Restate word for word the lines in the listing below, starting at the line containing "Task: Extract the" and ending at the line containing "Summarize the content of this", both included; leave out the rest.

PROVIDED ENTRIES:
=-=-=-=-=

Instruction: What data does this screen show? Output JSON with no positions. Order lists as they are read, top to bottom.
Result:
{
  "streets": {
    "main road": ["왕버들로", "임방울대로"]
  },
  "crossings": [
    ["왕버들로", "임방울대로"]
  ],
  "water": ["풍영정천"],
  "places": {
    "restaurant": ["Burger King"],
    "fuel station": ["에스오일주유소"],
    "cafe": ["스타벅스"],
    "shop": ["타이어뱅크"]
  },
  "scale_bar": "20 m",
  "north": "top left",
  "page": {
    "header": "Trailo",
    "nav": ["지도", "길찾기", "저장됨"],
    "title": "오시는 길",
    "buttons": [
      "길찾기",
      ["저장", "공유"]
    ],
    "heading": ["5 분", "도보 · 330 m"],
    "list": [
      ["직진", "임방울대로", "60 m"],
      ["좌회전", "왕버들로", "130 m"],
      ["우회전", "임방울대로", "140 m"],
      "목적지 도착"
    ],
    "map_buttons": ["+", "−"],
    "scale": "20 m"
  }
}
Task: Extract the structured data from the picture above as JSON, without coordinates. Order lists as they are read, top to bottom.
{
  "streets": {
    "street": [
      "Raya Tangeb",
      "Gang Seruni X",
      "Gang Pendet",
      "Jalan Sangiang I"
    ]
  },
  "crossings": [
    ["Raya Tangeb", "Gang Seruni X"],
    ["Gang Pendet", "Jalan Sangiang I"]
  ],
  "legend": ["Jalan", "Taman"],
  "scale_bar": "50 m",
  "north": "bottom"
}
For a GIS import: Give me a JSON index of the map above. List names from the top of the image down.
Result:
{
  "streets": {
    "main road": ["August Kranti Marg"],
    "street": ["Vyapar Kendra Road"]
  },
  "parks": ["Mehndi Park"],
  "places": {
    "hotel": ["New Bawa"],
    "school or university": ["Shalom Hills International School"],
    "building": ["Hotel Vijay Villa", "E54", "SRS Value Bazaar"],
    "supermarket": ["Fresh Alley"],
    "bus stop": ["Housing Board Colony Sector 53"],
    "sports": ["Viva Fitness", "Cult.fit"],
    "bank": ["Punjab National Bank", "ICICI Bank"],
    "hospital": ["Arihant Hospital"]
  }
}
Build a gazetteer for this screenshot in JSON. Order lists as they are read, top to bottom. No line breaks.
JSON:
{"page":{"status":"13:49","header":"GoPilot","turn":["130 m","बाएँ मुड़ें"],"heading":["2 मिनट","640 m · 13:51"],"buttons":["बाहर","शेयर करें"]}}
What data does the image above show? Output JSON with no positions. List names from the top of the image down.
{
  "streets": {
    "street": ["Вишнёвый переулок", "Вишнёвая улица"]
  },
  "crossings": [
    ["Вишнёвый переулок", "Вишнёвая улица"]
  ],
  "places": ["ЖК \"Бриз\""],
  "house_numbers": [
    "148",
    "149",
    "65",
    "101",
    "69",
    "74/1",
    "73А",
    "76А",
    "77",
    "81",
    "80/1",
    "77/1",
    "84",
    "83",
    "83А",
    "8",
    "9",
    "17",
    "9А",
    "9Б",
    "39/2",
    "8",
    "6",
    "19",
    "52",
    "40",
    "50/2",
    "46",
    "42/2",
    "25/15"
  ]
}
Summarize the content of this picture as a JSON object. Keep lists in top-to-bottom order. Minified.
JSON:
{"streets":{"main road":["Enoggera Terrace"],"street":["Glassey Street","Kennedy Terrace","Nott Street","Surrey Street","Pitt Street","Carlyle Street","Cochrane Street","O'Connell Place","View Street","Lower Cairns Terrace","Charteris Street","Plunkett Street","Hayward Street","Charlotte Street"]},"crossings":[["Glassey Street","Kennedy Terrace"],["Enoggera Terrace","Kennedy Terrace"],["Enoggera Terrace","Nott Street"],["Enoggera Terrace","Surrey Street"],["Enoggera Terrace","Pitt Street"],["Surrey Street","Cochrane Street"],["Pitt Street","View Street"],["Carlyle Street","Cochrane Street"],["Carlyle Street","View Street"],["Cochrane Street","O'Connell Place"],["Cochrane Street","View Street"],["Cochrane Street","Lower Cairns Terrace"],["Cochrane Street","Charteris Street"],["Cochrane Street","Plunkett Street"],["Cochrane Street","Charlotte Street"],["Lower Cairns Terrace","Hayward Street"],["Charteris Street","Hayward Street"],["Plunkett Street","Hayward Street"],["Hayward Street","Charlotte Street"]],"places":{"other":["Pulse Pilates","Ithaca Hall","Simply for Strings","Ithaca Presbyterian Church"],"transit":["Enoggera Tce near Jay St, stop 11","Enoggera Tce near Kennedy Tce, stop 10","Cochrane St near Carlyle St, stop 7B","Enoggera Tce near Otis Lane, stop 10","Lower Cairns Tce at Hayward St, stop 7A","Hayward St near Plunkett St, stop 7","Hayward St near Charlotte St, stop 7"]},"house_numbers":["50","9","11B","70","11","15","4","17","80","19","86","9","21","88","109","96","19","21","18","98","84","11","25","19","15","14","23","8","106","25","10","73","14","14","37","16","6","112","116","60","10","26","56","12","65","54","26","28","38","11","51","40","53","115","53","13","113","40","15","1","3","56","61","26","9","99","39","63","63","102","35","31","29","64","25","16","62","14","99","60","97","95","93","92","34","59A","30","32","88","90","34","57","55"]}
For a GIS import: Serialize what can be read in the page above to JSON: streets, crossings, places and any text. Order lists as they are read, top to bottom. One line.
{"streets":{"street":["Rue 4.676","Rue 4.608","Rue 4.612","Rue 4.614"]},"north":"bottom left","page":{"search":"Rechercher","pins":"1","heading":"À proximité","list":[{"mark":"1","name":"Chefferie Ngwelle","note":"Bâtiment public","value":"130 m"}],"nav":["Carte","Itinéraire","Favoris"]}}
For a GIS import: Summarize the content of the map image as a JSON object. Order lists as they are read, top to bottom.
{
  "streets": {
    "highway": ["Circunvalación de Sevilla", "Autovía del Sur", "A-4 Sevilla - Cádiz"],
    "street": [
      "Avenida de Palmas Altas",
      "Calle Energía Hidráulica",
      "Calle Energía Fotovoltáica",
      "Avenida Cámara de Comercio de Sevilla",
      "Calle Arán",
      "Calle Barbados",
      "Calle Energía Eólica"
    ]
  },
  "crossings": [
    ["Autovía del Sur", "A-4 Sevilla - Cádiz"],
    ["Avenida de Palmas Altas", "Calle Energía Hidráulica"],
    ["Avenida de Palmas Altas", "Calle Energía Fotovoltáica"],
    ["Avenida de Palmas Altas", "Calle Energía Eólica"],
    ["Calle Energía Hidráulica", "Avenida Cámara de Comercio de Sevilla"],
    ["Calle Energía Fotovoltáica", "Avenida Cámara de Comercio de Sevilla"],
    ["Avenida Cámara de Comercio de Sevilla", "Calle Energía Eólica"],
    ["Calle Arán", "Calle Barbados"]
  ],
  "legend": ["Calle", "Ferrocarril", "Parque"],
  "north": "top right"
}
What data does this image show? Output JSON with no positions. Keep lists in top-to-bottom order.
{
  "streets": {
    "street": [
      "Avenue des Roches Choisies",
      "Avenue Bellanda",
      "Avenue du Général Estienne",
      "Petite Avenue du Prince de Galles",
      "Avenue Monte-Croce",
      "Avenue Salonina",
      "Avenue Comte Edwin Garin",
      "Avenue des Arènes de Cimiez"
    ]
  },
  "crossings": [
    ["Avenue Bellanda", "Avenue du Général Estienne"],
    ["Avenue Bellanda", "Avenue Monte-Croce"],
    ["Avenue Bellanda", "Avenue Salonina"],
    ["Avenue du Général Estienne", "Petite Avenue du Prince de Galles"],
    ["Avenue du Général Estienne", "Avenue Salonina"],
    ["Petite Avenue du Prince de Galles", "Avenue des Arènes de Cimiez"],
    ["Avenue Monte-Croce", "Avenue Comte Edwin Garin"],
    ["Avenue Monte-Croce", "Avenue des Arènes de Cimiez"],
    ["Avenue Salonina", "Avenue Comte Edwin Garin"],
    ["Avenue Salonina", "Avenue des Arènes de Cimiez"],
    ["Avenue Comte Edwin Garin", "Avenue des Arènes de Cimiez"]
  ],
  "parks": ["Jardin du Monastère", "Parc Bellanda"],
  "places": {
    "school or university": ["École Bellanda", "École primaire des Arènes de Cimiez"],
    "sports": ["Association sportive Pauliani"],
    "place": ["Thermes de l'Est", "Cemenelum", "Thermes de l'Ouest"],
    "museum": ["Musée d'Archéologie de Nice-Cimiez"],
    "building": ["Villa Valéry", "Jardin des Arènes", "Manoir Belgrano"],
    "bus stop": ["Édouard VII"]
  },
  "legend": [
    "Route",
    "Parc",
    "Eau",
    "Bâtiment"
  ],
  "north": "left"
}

=-=-=-=-=

RESULT FOR THIS EXERCISE:
Task: Extract the structured data from the picture above as JSON, without coordinates. Order lists as they are read, top to bottom.
{
  "streets": {
    "street": [
      "Raya Tangeb",
      "Gang Seruni X",
      "Gang Pendet",
      "Jalan Sangiang I"
    ]
  },
  "crossings": [
    ["Raya Tangeb", "Gang Seruni X"],
    ["Gang Pendet", "Jalan Sangiang I"]
  ],
  "legend": ["Jalan", "Taman"],
  "scale_bar": "50 m",
  "north": "bottom"
}
For a GIS import: Give me a JSON index of the map above. List names from the top of the image down.
Result:
{
  "streets": {
    "main road": ["August Kranti Marg"],
    "street": ["Vyapar Kendra Road"]
  },
  "parks": ["Mehndi Park"],
  "places": {
    "hotel": ["New Bawa"],
    "school or university": ["Shalom Hills International School"],
    "building": ["Hotel Vijay Villa", "E54", "SRS Value Bazaar"],
    "supermarket": ["Fresh Alley"],
    "bus stop": ["Housing Board Colony Sector 53"],
    "sports": ["Viva Fitness", "Cult.fit"],
    "bank": ["Punjab National Bank", "ICICI Bank"],
    "hospital": ["Arihant Hospital"]
  }
}
Build a gazetteer for this screenshot in JSON. Order lists as they are read, top to bottom. No line breaks.
JSON:
{"page":{"status":"13:49","header":"GoPilot","turn":["130 m","बाएँ मुड़ें"],"heading":["2 मिनट","640 m · 13:51"],"buttons":["बाहर","शेयर करें"]}}
What data does the image above show? Output JSON with no positions. List names from the top of the image down.
{
  "streets": {
    "street": ["Вишнёвый переулок", "Вишнёвая улица"]
  },
  "crossings": [
    ["Вишнёвый переулок", "Вишнёвая улица"]
  ],
  "places": ["ЖК \"Бриз\""],
  "house_numbers": [
    "148",
    "149",
    "65",
    "101",
    "69",
    "74/1",
    "73А",
    "76А",
    "77",
    "81",
    "80/1",
    "77/1",
    "84",
    "83",
    "83А",
    "8",
    "9",
    "17",
    "9А",
    "9Б",
    "39/2",
    "8",
    "6",
    "19",
    "52",
    "40",
    "50/2",
    "46",
    "42/2",
    "25/15"
  ]
}
Summarize the content of this picture as a JSON object. Keep lists in top-to-bottom order. Minified.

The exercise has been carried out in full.